BEGIN

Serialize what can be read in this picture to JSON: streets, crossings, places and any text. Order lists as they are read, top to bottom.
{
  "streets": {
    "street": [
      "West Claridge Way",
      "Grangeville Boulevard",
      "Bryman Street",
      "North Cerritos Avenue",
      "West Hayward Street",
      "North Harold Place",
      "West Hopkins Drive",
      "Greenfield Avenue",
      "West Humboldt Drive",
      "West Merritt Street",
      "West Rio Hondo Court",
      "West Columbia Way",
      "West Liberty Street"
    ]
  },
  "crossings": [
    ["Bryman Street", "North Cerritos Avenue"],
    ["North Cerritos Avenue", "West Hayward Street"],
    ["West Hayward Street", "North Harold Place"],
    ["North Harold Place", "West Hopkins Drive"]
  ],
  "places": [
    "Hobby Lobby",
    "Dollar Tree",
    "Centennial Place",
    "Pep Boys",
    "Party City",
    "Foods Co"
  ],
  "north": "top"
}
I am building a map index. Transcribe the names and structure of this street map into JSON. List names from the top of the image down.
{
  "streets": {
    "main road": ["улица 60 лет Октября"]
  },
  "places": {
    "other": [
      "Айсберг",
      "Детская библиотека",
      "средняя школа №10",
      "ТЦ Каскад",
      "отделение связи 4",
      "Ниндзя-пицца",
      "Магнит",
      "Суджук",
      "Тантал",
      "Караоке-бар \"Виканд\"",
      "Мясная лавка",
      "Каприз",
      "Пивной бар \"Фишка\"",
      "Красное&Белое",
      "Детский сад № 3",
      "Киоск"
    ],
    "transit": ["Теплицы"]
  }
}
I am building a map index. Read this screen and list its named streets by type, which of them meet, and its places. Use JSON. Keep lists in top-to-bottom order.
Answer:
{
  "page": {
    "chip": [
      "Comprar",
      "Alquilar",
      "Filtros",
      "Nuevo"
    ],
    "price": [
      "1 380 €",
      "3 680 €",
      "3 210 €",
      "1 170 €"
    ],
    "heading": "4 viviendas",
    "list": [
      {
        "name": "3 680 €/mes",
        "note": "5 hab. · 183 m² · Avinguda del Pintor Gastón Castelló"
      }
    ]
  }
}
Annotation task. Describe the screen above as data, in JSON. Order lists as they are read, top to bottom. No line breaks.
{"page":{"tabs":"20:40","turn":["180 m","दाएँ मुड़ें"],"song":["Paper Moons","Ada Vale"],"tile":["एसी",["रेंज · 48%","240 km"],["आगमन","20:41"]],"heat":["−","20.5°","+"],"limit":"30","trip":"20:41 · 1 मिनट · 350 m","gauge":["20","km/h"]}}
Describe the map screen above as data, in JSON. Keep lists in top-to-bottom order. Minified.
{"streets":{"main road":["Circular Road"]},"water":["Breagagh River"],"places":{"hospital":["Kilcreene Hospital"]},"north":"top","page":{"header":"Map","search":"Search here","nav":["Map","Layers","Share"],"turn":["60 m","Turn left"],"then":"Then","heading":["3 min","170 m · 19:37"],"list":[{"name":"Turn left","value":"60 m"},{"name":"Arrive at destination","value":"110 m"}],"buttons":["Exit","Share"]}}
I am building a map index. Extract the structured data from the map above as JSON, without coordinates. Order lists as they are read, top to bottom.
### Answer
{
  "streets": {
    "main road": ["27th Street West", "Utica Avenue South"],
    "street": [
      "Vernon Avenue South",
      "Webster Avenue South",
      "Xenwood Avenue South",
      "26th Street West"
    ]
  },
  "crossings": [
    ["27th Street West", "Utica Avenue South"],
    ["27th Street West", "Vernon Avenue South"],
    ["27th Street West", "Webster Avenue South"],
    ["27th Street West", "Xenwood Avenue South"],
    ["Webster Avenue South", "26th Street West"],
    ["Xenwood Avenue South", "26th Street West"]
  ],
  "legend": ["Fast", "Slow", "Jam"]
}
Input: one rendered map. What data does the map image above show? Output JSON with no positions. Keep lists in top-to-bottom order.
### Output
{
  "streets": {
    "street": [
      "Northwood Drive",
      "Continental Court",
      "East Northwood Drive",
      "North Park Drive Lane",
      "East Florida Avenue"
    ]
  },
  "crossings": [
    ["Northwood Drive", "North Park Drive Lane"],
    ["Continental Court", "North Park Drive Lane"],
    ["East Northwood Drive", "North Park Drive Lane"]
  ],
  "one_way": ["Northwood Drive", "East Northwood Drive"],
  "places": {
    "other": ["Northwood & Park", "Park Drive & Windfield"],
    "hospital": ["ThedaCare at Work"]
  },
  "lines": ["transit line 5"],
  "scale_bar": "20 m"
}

END

(YOUR TASK) Give back the lines of the listing from the one with "Input: one rendered" through the end, both included, exactly as written and with nothing added.

(REPLY)
Input: one rendered map. What data does the map image above show? Output JSON with no positions. Keep lists in top-to-bottom order.
### Output
{
  "streets": {
    "street": [
      "Northwood Drive",
      "Continental Court",
      "East Northwood Drive",
      "North Park Drive Lane",
      "East Florida Avenue"
    ]
  },
  "crossings": [
    ["Northwood Drive", "North Park Drive Lane"],
    ["Continental Court", "North Park Drive Lane"],
    ["East Northwood Drive", "North Park Drive Lane"]
  ],
  "one_way": ["Northwood Drive", "East Northwood Drive"],
  "places": {
    "other": ["Northwood & Park", "Park Drive & Windfield"],
    "hospital": ["ThedaCare at Work"]
  },
  "lines": ["transit line 5"],
  "scale_bar": "20 m"
}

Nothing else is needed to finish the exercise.